EXERCISE
Please give the number of lines in the records below where the word "roads" occurs, and nothing else.

BEGIN EXTRACTED ENTRIES

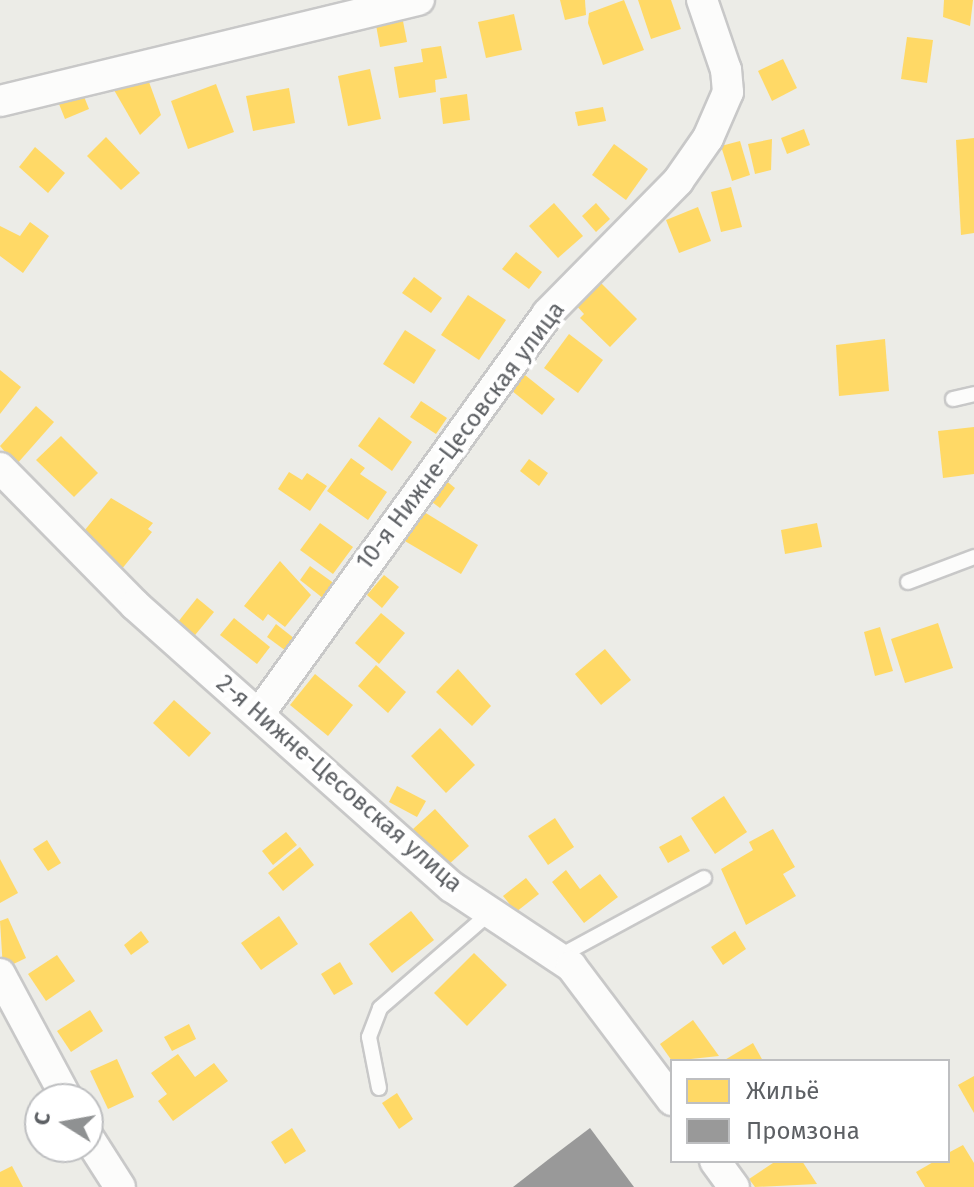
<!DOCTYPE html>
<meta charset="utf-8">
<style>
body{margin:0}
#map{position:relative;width:974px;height:1187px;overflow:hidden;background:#ecece7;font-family:"Fira Sans",sans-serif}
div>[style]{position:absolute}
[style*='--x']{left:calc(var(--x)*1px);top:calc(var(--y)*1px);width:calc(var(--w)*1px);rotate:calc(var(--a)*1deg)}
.homes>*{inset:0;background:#ffd966}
.industry>*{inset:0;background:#999}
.roads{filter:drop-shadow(2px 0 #c8c8c8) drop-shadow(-2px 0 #c8c8c8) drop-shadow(0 2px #c8c8c8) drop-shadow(0 -2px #c8c8c8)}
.lane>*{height:14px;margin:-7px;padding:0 7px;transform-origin:7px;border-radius:7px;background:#fcfcfb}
.street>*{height:30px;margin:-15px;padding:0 15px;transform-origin:15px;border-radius:15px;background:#fcfcfb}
span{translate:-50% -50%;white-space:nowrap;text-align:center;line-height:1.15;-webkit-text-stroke:8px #fff;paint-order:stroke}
.street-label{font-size:24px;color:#5d6064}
.legend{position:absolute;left:670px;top:1059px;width:280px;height:104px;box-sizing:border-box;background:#fff;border:2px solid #bebfc1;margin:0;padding:10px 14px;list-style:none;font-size:24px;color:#5d6064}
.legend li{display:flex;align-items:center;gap:16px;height:40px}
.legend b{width:40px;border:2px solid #bebfc1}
.north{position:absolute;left:24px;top:1083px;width:80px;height:80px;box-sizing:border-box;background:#fff;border:2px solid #bebfc1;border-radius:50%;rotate:281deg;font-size:22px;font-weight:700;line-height:32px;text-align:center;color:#5d6064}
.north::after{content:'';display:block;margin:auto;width:28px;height:36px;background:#8f9192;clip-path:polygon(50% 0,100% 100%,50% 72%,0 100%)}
</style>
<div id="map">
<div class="homes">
<i style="clip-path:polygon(560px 0,585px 0,586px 15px,565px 20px)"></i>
<i style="clip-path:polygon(624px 0,644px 50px,603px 65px,588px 23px,589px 13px)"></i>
<i style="clip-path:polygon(638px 0,671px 0,681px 29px,651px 39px)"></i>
<i style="clip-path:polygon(944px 0,973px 0,970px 26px,943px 17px)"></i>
<i style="clip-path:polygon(514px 14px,522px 50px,486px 58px,478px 22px)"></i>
<i style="clip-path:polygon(403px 21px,407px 42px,380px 47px,376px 25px)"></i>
<i style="clip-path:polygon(907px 37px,933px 40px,927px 83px,901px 79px)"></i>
<i style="clip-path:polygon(441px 46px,447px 78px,435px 80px,436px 92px,399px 98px,394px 67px,423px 62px,421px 49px)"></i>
<i style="clip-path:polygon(783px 59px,797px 88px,772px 101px,758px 71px)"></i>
<i style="clip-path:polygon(370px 69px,381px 119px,348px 126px,338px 76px)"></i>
<i style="clip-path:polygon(149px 82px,161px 115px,140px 135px,114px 90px)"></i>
<i style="clip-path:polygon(216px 84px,234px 132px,188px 149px,171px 101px)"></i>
<i style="clip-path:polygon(289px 88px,295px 123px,253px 131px,246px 96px)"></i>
<i style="clip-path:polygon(83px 94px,89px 109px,65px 119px,59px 104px)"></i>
<i style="clip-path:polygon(467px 94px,470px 120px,443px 124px,440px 98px)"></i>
<i style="clip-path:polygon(603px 107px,606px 121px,578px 126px,575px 112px)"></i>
<i style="clip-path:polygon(804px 129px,810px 145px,787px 154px,781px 138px)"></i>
<i style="clip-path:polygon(106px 137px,140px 173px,121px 190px,87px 156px)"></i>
<i style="clip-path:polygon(974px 138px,974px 233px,961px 235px,956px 140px)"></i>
<i style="clip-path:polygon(772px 139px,771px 170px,755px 174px,748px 144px)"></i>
<i style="clip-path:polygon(740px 141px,750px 175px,732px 181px,721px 146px)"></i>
<i style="clip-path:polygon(614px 144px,648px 169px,626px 200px,592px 175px)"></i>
<i style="clip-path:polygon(35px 147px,65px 173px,48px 193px,19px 167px)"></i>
<i style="clip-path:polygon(731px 187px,742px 227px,721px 232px,711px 192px)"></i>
<i style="clip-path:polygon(554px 203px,583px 236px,558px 258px,529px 226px)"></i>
<i style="clip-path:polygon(596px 203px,610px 219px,596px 232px,582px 216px)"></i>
<i style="clip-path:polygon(698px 207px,711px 241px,679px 253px,666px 220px)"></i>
<i style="clip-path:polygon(30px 222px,49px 236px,23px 273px,0 256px,0 226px,20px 236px)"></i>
<i style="clip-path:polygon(516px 252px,542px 272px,529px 289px,502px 269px)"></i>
<i style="clip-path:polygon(414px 277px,442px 298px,431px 313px,402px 293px)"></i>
<i style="clip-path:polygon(597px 279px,637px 319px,610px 347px,580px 318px,584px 314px,574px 303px)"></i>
<i style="clip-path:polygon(468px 295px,506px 320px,479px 360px,441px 335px)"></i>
<i style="clip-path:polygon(405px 330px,436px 350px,414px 384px,383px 364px)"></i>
<i style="clip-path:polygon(569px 334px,603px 360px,578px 393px,544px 368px)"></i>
<i style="clip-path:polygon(885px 339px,889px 391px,839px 396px,836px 345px)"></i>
<i style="clip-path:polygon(515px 367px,555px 399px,542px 415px,502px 383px)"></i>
<i style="clip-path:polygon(0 370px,21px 387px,0 414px)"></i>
<i style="clip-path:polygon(421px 401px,447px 418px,436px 434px,410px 417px)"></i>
<i style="clip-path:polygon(36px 406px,54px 422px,16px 465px,0 446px)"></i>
<i style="clip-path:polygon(379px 417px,412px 442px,392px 471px,358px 446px)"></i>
<i style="clip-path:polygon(974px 427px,974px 474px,943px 478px,938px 431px)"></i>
<i style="clip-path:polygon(61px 436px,98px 473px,74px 497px,36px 460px)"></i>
<i style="clip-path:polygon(351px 458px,365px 468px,360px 474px,387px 492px,368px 520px,327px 491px)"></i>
<i style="clip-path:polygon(529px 459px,548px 473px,539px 486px,520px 471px)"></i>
<i style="clip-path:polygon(289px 472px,302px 480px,307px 473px,327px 486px,310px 511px,278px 489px)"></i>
<i style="clip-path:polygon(439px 475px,455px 488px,440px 508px,424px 496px)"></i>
<i style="clip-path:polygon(111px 498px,153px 523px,148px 529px,152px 532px,121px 570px,80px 536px)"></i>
<i style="clip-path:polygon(416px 507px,478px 545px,461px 574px,398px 537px)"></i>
<i style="clip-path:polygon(320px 523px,353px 547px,333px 574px,300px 550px)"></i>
<i style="clip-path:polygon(817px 523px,822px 547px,785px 554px,781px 530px)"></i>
<i style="clip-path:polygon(280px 561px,311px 595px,285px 627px,268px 614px,263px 621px,244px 606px)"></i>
<i style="clip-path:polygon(310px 566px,335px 584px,324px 599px,300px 580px)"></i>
<i style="clip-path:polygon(384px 575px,399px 587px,382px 608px,367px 595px)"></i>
<i style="clip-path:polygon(197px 598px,214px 612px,191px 640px,174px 627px)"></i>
<i style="clip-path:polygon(381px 613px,405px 633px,379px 664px,355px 643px)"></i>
<i style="clip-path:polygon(234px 618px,270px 647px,257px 664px,220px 635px)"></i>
<i style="clip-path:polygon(938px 623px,953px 668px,905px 683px,891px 639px)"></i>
<i style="clip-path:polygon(276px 624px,295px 639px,286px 651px,267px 637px)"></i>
<i style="clip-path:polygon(880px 627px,893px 671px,875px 676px,864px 632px)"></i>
<i style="clip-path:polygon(605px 649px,631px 680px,601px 705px,575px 674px)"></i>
<i style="clip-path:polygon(376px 665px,406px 692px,388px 713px,358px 686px)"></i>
<i style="clip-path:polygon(458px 669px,491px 706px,472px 726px,436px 692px)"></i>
<i style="clip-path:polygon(315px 674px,353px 705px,328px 736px,290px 705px)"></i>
<i style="clip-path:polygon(174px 700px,211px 733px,189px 757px,153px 723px)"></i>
<i style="clip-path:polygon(440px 728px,475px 765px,446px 793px,411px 756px)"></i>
<i style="clip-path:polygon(397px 786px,426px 801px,417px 817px,389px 802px)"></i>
<i style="clip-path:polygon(724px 796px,747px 832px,715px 854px,691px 818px)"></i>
<i style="clip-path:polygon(435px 809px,469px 846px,447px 866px,413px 829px)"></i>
<i style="clip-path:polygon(555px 818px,574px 847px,548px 865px,528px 836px)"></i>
<i style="clip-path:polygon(773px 829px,795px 867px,783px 874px,796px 896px,746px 925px,721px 869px,753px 850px,749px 842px)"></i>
<i style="clip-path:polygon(286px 832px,297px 845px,273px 865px,262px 851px)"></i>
<i style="clip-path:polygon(681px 835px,690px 851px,668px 863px,659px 847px)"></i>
<i style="clip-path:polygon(47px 840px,61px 863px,48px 871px,33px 849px)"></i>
<i style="clip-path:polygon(300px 847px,314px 865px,283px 891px,268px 873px)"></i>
<i style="clip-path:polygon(0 859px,18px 893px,0 903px)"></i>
<i style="clip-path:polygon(566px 870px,580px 889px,600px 874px,618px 897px,584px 923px,552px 882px)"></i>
<i style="clip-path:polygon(526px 878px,539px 894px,516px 912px,503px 896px)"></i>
<i style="clip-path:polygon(411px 911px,434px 940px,392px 973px,369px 944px)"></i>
<i style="clip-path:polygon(279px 916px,298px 944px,261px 970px,241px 943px)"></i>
<i style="clip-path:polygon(8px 918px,26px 958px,3px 969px,0 921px)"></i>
<i style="clip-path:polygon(141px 931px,149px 942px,131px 955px,124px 945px)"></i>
<i style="clip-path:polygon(735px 931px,746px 949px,723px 965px,711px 947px)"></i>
<i style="clip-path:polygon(474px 953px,507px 985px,467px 1026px,434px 993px)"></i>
<i style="clip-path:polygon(57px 955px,75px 981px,46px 1001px,28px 974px)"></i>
<i style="clip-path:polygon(340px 962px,353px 984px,334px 995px,321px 974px)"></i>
<i style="clip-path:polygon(90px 1010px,103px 1031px,71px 1052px,57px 1031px)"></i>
<i style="clip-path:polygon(693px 1020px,719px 1056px,672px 1061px,660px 1044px)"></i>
<i style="clip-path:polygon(189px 1024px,196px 1039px,172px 1051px,164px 1037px)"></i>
<i style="clip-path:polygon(753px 1043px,763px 1061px,723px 1061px)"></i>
<i style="clip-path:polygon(178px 1054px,195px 1077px,214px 1063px,228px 1081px,173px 1121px,158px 1101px,167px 1094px,151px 1073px)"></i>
<i style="clip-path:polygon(117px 1059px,134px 1097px,108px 1109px,90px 1071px)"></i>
<i style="clip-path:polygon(974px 1076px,974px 1113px,958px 1085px)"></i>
<i style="clip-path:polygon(397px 1093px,413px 1119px,399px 1129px,382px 1103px)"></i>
<i style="clip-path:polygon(292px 1128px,306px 1151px,285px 1164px,271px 1142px)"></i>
<i style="clip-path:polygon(963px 1145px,974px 1163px,974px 1187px,925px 1187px,916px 1172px,935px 1161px,948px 1161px,948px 1153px)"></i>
<i style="clip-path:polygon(776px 1161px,802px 1161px,817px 1184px,755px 1187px,749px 1179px)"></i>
<i style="clip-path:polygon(12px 1166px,23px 1187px,0 1187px,0 1172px)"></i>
</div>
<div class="industry">
<i style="clip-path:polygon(590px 1128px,634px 1187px,513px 1187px,549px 1159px)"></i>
</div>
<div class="roads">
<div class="lane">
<i style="--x:953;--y:399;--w:22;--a:-13"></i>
<i style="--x:908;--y:582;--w:71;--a:-20.7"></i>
<i style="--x:558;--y:957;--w:166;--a:-28.4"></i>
<i style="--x:379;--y:1088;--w:52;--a:-101.1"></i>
<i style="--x:369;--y:1037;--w:31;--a:-69"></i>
<i style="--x:380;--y:1008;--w:147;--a:-40.9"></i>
</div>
<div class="street">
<i style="--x:0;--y:101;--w:431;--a:-13.6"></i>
<i style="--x:0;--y:468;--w:192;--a:45.4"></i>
<i style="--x:135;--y:605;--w:424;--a:41.7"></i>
<i style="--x:452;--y:887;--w:143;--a:33.6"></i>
<i style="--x:571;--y:966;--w:168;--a:53"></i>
<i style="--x:259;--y:714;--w:493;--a:-54.2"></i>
<i style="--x:547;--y:314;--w:187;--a:-45.4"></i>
<i style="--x:678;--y:181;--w:52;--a:-55.1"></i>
<i style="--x:708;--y:138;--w:50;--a:-66.5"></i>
<i style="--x:728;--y:92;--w:22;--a:-95"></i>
<i style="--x:726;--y:70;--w:74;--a:-108.9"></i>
<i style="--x:0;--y:974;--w:142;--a:61.8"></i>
<i style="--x:88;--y:1137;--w:59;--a:57.4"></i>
<i style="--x:715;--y:1161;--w:32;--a:54"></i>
</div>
</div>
<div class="street-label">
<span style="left:461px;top:436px;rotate:-53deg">10-я Нижне-Цесовская улица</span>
<span style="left:339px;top:784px;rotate:41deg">2-я Нижне-Цесовская улица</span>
</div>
<ul class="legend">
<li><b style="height:22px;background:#ffd966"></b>Жильё</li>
<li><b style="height:22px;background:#999"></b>Промзона</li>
</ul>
<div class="north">С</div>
</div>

END EXTRACTED ENTRIES

SOLUTION TO THE EXERCISE
2